(Stored data entries)
--- --- ---

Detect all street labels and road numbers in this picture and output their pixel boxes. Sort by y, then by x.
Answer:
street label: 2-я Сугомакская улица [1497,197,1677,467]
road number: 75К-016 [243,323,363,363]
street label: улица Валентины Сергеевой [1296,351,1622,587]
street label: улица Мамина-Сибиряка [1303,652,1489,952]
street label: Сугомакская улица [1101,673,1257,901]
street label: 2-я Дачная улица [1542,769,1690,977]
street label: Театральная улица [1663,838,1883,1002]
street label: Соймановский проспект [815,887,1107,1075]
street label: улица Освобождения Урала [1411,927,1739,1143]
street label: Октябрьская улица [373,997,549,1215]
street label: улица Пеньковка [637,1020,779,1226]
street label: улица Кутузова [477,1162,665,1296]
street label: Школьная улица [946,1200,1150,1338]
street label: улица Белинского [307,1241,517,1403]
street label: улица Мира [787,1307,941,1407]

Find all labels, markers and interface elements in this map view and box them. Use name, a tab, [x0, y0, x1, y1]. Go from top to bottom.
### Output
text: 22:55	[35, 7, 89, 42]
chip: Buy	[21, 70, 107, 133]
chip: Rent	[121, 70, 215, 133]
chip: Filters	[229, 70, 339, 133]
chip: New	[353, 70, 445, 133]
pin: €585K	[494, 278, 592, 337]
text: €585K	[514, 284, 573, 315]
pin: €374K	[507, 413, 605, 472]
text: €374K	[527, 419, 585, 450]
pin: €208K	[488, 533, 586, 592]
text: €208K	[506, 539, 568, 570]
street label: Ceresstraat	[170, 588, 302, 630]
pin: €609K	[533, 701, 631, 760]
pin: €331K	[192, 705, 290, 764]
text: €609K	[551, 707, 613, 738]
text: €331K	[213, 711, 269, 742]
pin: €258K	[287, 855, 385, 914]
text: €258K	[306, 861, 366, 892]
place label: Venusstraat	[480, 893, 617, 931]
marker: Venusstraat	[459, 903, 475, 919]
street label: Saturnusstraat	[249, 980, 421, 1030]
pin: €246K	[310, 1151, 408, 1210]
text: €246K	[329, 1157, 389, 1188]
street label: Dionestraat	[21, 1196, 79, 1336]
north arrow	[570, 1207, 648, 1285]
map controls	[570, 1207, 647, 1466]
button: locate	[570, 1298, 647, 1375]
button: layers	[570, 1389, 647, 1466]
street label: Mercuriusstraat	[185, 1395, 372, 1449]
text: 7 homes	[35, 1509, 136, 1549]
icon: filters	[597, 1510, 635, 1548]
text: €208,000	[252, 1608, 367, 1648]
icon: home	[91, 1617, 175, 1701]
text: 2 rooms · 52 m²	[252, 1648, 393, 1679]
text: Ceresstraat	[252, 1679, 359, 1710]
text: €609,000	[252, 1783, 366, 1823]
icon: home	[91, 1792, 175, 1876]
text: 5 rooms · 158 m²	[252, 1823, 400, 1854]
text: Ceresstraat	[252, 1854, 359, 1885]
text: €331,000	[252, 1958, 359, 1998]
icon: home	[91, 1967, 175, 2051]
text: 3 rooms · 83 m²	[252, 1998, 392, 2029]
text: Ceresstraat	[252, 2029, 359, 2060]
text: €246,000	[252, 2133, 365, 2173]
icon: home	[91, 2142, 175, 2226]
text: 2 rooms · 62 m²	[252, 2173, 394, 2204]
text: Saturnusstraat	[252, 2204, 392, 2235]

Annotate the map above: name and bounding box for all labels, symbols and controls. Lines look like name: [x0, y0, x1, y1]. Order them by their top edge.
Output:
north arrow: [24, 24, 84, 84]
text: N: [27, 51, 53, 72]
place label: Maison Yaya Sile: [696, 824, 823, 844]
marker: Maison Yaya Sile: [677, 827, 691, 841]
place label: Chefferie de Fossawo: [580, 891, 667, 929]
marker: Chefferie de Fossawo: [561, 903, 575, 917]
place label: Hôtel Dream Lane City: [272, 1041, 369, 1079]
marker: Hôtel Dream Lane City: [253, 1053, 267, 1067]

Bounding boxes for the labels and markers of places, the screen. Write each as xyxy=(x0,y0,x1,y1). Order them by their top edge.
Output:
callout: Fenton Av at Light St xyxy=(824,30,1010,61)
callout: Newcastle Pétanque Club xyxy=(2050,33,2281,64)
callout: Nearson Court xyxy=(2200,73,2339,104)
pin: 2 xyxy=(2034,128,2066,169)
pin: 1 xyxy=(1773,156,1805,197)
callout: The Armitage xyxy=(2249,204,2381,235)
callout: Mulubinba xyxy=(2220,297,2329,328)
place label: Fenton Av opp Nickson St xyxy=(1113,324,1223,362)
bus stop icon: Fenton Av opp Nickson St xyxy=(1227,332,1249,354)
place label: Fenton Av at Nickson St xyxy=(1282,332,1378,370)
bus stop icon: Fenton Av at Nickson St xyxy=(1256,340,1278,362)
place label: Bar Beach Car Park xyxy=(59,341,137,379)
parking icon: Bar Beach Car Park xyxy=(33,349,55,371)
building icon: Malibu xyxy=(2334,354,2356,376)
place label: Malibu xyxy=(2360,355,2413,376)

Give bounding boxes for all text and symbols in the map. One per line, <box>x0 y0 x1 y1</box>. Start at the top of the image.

--- --- ---

● Assignment:
What is the number of lines in the records that include the word "edge"? Answer with that number only.

● Completed task:
2